Saved data entries:
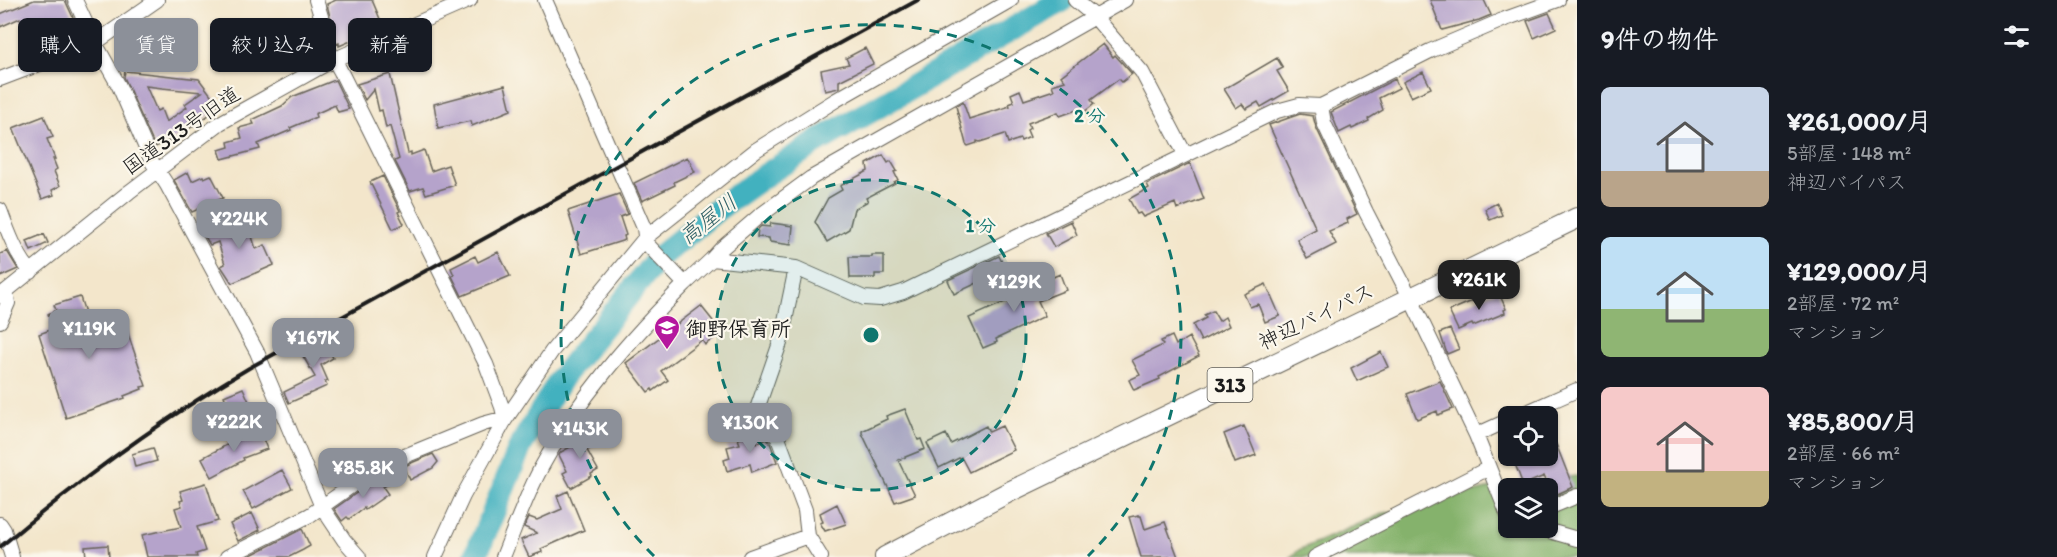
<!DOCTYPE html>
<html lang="ja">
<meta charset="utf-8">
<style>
:root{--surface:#171b24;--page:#242831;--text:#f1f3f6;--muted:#9ea1a6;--accent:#8c9099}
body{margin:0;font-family:Itim,"Klee One",sans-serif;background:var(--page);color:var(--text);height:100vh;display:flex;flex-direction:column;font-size:22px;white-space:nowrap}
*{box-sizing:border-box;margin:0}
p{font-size:20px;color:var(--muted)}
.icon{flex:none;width:33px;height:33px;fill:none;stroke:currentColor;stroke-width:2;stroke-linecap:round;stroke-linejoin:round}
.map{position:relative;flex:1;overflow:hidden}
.panel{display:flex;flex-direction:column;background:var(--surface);width:480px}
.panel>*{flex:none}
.hud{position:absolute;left:18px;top:18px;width:570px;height:54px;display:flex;gap:12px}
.tools{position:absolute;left:1498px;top:406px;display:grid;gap:12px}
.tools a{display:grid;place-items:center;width:60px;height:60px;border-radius:9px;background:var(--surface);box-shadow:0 2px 4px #0004;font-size:30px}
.price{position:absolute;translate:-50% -51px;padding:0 14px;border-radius:12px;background:var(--accent);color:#fff;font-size:20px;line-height:39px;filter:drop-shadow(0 2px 3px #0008)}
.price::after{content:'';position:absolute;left:50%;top:36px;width:18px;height:14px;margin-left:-9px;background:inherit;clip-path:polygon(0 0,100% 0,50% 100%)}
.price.current{background:#222;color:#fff}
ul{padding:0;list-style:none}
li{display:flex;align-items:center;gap:18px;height:150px;padding:0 24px}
li span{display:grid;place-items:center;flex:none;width:168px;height:120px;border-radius:9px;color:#555}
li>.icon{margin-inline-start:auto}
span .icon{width:72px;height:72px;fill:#fffc;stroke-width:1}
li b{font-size:26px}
h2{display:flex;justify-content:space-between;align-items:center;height:72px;padding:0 24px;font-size:26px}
.chip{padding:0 21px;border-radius:9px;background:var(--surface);box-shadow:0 2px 4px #0004;font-size:21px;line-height:54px}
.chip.current{background:var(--accent);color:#fff}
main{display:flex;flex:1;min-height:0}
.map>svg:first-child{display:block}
</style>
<main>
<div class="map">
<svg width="1577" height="557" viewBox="0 0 1577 557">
<rect width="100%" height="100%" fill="#fbf7ec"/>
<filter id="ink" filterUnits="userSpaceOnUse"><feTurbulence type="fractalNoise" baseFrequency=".0167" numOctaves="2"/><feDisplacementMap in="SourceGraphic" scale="12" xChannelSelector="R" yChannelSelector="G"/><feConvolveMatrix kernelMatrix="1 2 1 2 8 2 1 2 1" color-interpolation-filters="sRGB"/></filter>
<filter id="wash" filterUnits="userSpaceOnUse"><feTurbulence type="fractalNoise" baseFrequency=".008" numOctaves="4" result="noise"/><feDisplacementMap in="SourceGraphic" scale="24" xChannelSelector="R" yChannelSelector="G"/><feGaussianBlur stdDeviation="1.35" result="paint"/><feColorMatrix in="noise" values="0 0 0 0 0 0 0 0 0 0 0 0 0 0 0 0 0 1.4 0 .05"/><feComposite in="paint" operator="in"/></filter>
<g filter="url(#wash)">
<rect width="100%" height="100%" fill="#f3e6cb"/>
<path fill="#85b26c" stroke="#506744" stroke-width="1.5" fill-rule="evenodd" d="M1577 476V557H1291L1299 550 1385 513 1512 483ZM1509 489H1548V528H1509Z"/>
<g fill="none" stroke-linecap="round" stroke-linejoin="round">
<path stroke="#43b1bf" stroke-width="24" d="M475 557 521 445 562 377 658 258 719 208 764 176 817 142 1063 0"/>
</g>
<g id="blocks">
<path fill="#b5a3cb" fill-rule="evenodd" d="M34 0H65L82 37 58 39 56 35 44 40 41 32 34 35 30 25 26 27 23 20 21 21 20 18 0 27V14Z
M336 0H372L380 19 357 30 358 38 339 46V43L336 44 327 4Z
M1430 0H1484L1491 15 1479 20 1442 30Z
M1549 13 1556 28 1534 38 1527 21Z
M1103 44 1113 57 1115 55 1132 74 1122 82 1119 79 1091 100 1094 104 1084 112 1082 108 1060 116 1058 112 1028 123 1030 128 1027 130 1030 137 1021 141 1020 139 1008 143 1005 134 980 142 977 141V143L968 146 966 144 956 106 963 102 969 119 1010 106 1009 104 1014 102 1011 94 1020 90 1024 100 1054 90 1052 85 1065 81 1061 76Z
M865 48 873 64 839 81V88L825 91 821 70 849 64 846 58Z
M1277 58 1283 68 1277 71 1289 91 1261 107 1258 102 1246 109 1242 104 1236 108 1224 89Z
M125 71 199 79 220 107 176 138 155 147 124 77ZM146 86 162 88 202 92 185 104 187 107 166 122 161 109 157 111Z
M1423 72 1431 88 1411 97 1403 82Z
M390 74 408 153 411 152V155L424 150 431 171 448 165 455 185 426 194 423 187 410 191 395 161 399 159 390 126 386 128 382 110 379 111 374 89 365 100 357 84Z
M1395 79 1399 88 1379 98 1383 110 1368 119 1369 121 1352 129 1351 127 1339 133 1331 112Z
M335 80 349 109 338 112 335 105 315 114 316 117 290 128 291 130 258 144 260 149 222 159 219 150 229 147 228 142 242 138 239 128 254 124 252 120 282 106 292 97Z
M505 85 511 110 472 126 471 121 438 128 434 104Z
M1300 114 1313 116 1316 127 1357 214 1347 219 1348 223 1329 231 1336 244 1307 259 1297 239 1316 229 1269 125Z
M44 116 53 137 47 139 55 159H53L57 169 54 171 60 186 52 190 54 195 42 199 13 128Z
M883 155 888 163 891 161 897 171 894 172 898 180 894 182 895 183 866 198 868 201 854 209 849 229 827 242 815 222 828 198 842 190 840 186 868 171 867 164Z
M687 157 695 172 674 182 675 185 642 201 634 183Z
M1190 163 1204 199 1177 209 1175 203 1143 217 1140 213 1137 214 1129 199 1149 188 1147 184Z
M188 172 192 181 203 176 204 178 211 175 223 198 192 212 174 180Z
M383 176 400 211 398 212 404 224 393 229 370 182Z
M619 194 628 214 620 217 626 235 624 236 625 240 581 254 568 211Z
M1497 203 1502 215 1490 220 1485 209Z
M246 218 256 249 265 245 274 265 232 283 221 266 225 264 218 242 210 245 203 233 214 229V228Z
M1071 221 1077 235 1054 247 1046 233Z
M771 223 793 226 791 245 770 242 769 238 757 237 758 229 761 226 770 227Z
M44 234 48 243 31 251 27 241Z
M7 251 18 269 0 277V254Z
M498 252 510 276 462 296 452 276 454 275 451 268 475 256 478 262Z
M872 255H884V274H875V278H850L849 257H872Z
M999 256 1005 268 1002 269 1003 271 954 294 948 280Z
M1060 274 1066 290 1038 301 1045 316 996 339 997 342 983 348 969 318 1043 285 1042 282Z
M1266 284 1280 316 1265 322 1258 304 1250 307 1244 294Z
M1496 291H1498L1506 309 1504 310 1505 313 1473 326 1472 324 1458 330 1449 311Z
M80 297 87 319 99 315 106 337 127 331 146 386 141 387 142 389 124 396 125 398 66 418 39 334 53 329 48 314 56 310 54 305Z
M701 306 713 321 711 323 719 334 705 345 702 340 661 371 668 380 653 391 652 389 648 392 626 363Z
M1213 311 1219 321 1225 317 1229 326 1201 341 1193 325 1206 318 1204 315Z
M1450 329 1459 349 1447 354 1440 333Z
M327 336 336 352 331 354 333 358 321 365 328 381 325 382 327 386 289 403 284 392 315 377 300 351Z
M1172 336 1176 345 1189 337 1199 356 1159 377 1160 379 1134 390 1129 380 1140 375 1132 360 1163 345 1161 341Z
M1381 352 1388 367 1357 381 1351 368Z
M1440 381 1453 409 1438 415 1437 411 1417 419 1407 394Z
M243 388 251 406 231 414 224 396Z
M905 409 918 440 921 439 925 449 898 460 915 495 895 502 862 433V431L887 419 886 416Z
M986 426 989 432 1002 426 1014 450 969 472 961 457 939 468 927 443 946 434 951 444Z
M1244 426 1256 455 1235 463 1224 434Z
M260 431 267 449 243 458 244 460 212 477 202 458 238 439Z
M600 431 605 441 587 450 598 470 591 474 592 476 571 488 563 473 567 471 559 455 561 452Z
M754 434 757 443 767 439 770 443 777 462 752 472 750 464 727 471 724 460 730 458 727 447 740 444 738 439Z
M1556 444 1573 487 1553 496 1544 476 1523 485 1512 456H1548V447Z
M153 448 157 461 135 467 132 454Z
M433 454 438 462 433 468 410 480 404 466Z
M282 470 292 488 253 509 243 491Z
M382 475 388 484 383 487 388 494 365 510 364 508 349 519 347 517 342 521 334 509Z
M206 483 218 521 197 527 205 551 196 554 197 557H147L142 535 181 527 175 508 182 506 180 501 183 500 180 491Z
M568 491 584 530 541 549 542 552 529 557 521 540 537 533 524 527 529 517 537 520 562 509 557 496Z
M837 504 846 524 825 531 820 523 823 522 820 513Z
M252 513 260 530 238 541 230 524Z
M1139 515V516H1141L1145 529 1165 522 1178 557H1141L1129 517Z
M302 529 310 546 303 550 289 557H247Z
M108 545 109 557H86L85 547Z"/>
</g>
</g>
<g filter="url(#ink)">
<use href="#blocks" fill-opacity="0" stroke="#676359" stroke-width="1.5"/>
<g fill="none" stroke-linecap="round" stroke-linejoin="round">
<defs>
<path id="minor" d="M75 0 95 43 119 86 152 162 167 185 257 352 322 507 344 540 359 557
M316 0 323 23 327 47 340 70 486 364 502 407 505 420
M545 0 644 228 646 243 685 284 712 259 796 268 864 298 880 299 903 292 1277 111 1299 105 1321 106 1430 51 1505 19 1558 0
M1075 0 1093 15 1142 72 1185 154
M0 79 95 43 157 0
M1321 106 1324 123 1366 212 1410 297 1476 435 1509 518
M0 210C8 232 16 254 31 272
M712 259 722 248 758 217 811 178 1125 0
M796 268 781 340 757 409 759 417 778 438 805 510 808 536
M0 296 129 192 220 123 333 60 470 0
M0 321 8 303 6 291
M1516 417 1577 390
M1476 435 1509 420
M1548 508 1577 496
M0 524 4 530 12 557
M1539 528 1577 539
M227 557 310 515 378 467 483 424 494 421 505 420
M435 557 463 496 505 420 552 351 645 238 756 150 836 100 1011 0
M503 557C515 527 526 496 541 468 578 398 630 339 685 284
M750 557 808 536 821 557
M1315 557 1489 468"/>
<path id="highway" d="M885 557 1011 491 1577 218"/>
</defs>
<use href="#minor" stroke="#676359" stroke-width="16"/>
<use href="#highway" stroke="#676359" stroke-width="22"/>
<use href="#minor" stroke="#fff" stroke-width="14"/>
<use href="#highway" stroke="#fff" stroke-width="20"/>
<path stroke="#1c1c1c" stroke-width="4" d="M0 547C78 481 161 420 249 368L918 0"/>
</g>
</g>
<circle cx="871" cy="335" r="155" fill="#0f766e" fill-opacity=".12"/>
<g fill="none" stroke="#0f766e" stroke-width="3" stroke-dasharray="10 8">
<circle cx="871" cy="335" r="155"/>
<path d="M654 556A310 310 0 1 1 1088 556"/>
</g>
<defs>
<symbol id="school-pin" viewBox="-11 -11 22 30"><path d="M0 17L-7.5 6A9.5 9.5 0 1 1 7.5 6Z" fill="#b5179e" stroke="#fbf7ec"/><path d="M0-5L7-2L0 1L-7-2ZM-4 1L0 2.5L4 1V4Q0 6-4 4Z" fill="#fff"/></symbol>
</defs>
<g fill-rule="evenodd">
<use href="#school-pin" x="652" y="313" width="30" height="40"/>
</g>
<g text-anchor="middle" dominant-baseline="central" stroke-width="4.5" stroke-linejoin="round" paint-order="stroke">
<rect fill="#fbf7ec" stroke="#5f5e5a" stroke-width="1.5" x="1207.5" y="368" width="45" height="34" rx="4.5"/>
<g font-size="20" font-weight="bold" fill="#1c1c1c">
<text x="1230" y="385">313</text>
</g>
<g font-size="21" fill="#1c1c1c" stroke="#fbf7ec">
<text transform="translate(181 130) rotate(-35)">国道313号旧道</text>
<text transform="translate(1316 316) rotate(-26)">神辺バイパス</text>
</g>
<g font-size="21" font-weight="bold" fill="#1c1c1c" stroke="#fbf7ec" text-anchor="start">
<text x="686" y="328">御野保育所</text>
</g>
<g font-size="22" font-style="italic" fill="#2e5f65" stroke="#fbf7ec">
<text transform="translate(708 219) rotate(-38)">高屋川</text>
</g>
</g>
<circle cx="871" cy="335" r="9" fill="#0f766e" stroke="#fbf7ec" stroke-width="3"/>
<g font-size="18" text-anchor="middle" font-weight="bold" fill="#0f766e" stroke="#fbf7ec" stroke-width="4.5" stroke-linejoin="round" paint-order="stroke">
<text x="1090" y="122">2 分</text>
<text x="981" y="232">1 分</text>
</g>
</svg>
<div class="tools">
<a><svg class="icon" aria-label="locate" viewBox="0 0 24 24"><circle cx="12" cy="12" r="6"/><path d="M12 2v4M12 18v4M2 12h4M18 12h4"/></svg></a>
<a><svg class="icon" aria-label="layers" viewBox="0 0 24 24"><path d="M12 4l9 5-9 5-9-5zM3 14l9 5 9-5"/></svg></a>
</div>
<b class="price" style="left:239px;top:250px">¥224K</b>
<b class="price current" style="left:1479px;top:311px">¥261K</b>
<b class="price" style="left:1014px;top:313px">¥129K</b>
<b class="price" style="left:89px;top:360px">¥119K</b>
<b class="price" style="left:313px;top:369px">¥167K</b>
<b class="price" style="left:234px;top:453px">¥222K</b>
<b class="price" style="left:750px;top:454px">¥130K</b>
<b class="price" style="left:580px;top:460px">¥143K</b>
<b class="price" style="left:363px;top:499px">¥85.8K</b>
<div class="hud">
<a class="chip">購入</a>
<a class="chip current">賃貸</a>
<a class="chip">絞り込み</a>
<a class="chip">新着</a>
</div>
</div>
<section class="panel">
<h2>9件の物件<svg class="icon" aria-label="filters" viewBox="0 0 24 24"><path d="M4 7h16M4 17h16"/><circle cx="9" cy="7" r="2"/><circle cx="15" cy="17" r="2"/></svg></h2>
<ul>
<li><span style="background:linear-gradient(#c9d6e8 70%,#b9a48a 0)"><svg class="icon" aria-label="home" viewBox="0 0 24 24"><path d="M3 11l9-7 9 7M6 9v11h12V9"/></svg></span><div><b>¥261,000/月</b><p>5部屋 · 148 m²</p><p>神辺バイパス</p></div></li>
<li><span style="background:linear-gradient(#bfe0f5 60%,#8fb573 0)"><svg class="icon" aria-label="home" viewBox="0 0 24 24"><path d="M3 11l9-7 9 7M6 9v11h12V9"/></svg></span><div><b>¥129,000/月</b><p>2部屋 · 72 m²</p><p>マンション</p></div></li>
<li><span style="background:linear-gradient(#f6c9c9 70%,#c2b280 0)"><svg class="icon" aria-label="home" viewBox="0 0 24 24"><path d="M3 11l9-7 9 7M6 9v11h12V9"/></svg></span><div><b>¥85,800/月</b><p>2部屋 · 66 m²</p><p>マンション</p></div></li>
</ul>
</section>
</main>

What the exercise asks: Filter the data down to the lines that contain the string "evenodd", and copy them.

Written response:
<path fill="#85b26c" stroke="#506744" stroke-width="1.5" fill-rule="evenodd" d="M1577 476V557H1291L1299 550 1385 513 1512 483ZM1509 489H1548V528H1509Z"/>
<path fill="#b5a3cb" fill-rule="evenodd" d="M34 0H65L82 37 58 39 56 35 44 40 41 32 34 35 30 25 26 27 23 20 21 21 20 18 0 27V14Z
<g fill-rule="evenodd">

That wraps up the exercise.